Add heavily verbose/redundant math equations that take up multiple lines with each operation saving to a new variable, then either decrease the number of variable declarations or condense/simplify the math occasionally. Repeat with each new function. Killing two metrics at once LOC and the removal of LOC for older functions. Guaranteed promotions. lol
Management: Gee whiz, we really have no idea how to gauge productivity to decide who gets promoted. We could manage. Or, better, we could just have someone write a script that pulls info from git on how many lines of code each person has written.
Programmers:
I promote based on lines of code removed.
Which is all the easier to do when you start off with a higher number…

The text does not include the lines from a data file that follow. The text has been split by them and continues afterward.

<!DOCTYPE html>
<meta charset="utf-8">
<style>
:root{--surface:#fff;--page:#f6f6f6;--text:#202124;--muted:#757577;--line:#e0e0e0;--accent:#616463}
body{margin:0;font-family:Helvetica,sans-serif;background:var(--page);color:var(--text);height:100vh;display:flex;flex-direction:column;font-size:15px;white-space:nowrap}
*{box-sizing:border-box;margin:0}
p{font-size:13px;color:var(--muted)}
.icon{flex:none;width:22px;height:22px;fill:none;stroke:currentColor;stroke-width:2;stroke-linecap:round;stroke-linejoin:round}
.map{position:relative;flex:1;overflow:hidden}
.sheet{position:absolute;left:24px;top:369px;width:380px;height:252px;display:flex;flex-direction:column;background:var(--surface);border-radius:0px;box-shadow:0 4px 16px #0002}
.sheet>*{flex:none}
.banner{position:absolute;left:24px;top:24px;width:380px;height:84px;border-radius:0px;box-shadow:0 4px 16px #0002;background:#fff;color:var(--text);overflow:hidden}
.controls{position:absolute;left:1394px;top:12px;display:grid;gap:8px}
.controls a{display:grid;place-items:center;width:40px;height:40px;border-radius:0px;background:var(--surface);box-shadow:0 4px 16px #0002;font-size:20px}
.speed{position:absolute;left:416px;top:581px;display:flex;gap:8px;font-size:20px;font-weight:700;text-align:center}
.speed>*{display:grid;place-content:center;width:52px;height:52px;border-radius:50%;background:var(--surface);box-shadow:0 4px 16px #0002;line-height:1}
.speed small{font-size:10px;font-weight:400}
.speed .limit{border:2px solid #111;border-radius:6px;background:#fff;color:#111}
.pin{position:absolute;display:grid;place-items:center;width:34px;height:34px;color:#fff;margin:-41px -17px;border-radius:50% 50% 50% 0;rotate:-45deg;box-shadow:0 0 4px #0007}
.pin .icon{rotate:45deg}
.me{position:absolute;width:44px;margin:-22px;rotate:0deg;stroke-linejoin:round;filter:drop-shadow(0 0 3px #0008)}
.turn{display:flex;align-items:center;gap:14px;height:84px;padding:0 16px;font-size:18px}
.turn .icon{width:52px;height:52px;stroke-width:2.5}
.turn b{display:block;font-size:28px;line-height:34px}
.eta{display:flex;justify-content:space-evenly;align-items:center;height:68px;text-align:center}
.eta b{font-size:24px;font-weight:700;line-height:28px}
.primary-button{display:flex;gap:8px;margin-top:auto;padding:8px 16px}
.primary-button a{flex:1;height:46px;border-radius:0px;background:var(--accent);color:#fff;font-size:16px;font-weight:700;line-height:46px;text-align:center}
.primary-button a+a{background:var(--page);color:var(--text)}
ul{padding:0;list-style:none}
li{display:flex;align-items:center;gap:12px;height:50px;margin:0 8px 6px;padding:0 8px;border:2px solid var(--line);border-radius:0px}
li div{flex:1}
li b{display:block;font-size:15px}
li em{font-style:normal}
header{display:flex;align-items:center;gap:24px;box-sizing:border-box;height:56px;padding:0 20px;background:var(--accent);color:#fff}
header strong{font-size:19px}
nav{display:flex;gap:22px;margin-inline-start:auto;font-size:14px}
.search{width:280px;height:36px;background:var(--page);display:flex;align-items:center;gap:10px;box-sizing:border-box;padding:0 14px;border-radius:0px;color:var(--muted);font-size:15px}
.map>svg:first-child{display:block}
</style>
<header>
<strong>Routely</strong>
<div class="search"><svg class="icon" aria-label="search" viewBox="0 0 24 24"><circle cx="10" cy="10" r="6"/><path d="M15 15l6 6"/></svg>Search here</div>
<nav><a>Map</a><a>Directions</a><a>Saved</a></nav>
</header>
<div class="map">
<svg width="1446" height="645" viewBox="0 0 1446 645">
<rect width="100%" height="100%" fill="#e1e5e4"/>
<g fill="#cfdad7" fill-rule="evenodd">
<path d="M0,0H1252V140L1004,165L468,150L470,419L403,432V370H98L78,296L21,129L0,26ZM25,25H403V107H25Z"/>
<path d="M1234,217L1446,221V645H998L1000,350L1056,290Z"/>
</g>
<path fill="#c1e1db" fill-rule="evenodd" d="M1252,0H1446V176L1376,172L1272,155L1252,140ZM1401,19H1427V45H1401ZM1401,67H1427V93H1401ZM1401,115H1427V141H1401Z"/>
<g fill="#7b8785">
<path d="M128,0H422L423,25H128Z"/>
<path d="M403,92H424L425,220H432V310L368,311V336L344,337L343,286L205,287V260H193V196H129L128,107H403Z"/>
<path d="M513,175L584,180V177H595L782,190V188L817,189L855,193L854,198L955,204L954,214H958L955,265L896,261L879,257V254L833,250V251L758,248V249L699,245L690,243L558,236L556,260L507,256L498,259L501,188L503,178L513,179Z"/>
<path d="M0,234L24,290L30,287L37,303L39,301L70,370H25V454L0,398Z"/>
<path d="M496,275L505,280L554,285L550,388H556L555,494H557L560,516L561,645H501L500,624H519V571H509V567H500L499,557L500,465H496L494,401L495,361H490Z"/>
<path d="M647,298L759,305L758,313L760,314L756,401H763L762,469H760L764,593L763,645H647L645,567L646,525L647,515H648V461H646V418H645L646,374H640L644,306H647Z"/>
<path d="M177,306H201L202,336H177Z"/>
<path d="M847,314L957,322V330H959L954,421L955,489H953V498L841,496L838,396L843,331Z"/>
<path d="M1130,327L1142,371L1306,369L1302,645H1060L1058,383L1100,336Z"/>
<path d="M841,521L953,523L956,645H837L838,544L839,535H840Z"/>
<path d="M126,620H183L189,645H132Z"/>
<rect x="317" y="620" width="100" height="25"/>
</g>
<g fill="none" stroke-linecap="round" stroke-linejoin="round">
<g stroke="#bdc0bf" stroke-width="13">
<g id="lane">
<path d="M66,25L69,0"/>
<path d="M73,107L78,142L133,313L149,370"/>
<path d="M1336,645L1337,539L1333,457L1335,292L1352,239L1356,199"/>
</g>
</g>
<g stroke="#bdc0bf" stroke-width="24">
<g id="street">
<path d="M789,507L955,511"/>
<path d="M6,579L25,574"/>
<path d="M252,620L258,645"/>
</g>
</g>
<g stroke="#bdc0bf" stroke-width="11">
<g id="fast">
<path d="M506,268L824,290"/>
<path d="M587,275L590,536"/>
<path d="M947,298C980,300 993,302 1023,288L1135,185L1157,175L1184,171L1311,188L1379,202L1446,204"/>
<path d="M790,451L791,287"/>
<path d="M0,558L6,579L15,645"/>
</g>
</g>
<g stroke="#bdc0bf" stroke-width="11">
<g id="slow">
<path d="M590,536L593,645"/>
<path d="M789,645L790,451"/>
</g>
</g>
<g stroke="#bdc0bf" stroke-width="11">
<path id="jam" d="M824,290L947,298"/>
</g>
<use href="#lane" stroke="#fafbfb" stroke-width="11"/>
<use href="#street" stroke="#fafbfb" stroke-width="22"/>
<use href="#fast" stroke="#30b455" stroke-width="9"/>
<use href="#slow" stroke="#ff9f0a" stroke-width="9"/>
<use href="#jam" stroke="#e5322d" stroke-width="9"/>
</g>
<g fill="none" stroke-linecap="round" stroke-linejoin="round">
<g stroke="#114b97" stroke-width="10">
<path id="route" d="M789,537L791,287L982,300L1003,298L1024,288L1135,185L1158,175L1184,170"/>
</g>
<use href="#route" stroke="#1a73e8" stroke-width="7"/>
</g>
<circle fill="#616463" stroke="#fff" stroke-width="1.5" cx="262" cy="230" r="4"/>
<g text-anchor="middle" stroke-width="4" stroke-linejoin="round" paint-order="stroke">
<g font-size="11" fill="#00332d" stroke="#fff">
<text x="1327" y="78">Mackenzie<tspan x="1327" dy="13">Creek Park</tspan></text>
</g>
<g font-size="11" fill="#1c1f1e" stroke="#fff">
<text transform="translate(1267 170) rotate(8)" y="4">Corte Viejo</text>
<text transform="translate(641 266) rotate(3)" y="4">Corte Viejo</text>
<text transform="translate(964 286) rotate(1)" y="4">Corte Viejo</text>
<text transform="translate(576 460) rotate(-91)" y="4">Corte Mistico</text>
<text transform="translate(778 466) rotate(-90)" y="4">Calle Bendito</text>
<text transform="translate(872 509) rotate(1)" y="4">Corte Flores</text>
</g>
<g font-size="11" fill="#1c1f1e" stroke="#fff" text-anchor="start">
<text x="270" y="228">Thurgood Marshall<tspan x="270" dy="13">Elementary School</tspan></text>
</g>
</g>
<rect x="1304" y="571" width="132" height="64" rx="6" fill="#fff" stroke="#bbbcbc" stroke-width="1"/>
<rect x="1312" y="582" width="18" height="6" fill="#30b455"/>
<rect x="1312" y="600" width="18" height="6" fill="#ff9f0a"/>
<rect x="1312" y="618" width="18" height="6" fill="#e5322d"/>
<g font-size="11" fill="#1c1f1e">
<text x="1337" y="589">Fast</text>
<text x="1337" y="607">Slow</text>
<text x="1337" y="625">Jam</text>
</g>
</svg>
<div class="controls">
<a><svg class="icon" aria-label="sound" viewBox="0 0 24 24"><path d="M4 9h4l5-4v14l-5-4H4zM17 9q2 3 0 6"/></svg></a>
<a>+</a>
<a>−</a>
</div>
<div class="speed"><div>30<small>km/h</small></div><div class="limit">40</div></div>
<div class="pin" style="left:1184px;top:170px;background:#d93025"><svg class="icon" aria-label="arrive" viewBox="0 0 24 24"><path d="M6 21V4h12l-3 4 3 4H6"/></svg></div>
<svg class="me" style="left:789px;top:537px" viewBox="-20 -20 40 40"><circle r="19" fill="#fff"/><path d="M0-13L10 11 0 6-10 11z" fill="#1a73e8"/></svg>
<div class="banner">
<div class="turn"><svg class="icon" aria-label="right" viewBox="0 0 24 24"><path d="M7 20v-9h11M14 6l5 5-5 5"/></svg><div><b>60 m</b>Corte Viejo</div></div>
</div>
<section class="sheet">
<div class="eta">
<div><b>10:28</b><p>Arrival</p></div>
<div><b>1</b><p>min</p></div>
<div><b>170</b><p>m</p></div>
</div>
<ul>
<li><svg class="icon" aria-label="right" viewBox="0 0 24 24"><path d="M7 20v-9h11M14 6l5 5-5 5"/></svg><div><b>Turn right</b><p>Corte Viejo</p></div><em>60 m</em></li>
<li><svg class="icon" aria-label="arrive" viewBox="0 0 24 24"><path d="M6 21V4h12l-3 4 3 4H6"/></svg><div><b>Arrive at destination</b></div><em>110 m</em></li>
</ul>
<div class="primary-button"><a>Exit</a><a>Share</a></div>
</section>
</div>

Add heavily verbose/redundant math equations that take up multiple lines with each operation saving to a new variable, then either decrease the number of variable declarations or condense/simplify the math occasionally. Repeat with each new function. Killing two metrics at once LOC and the removal of LOC for older functions. Guaranteed promotions. lol
I quit based on idiotic metrics
Ah, the idiotic idiotic metric metric.
Are you 14?
I’m sure it was meant as a joke, not a serious criticism.
I think we can all agree that managers who have no idea what’s important absolutely suck
I love deleting code, including my own, more than writing code. That’s a killer metric imo.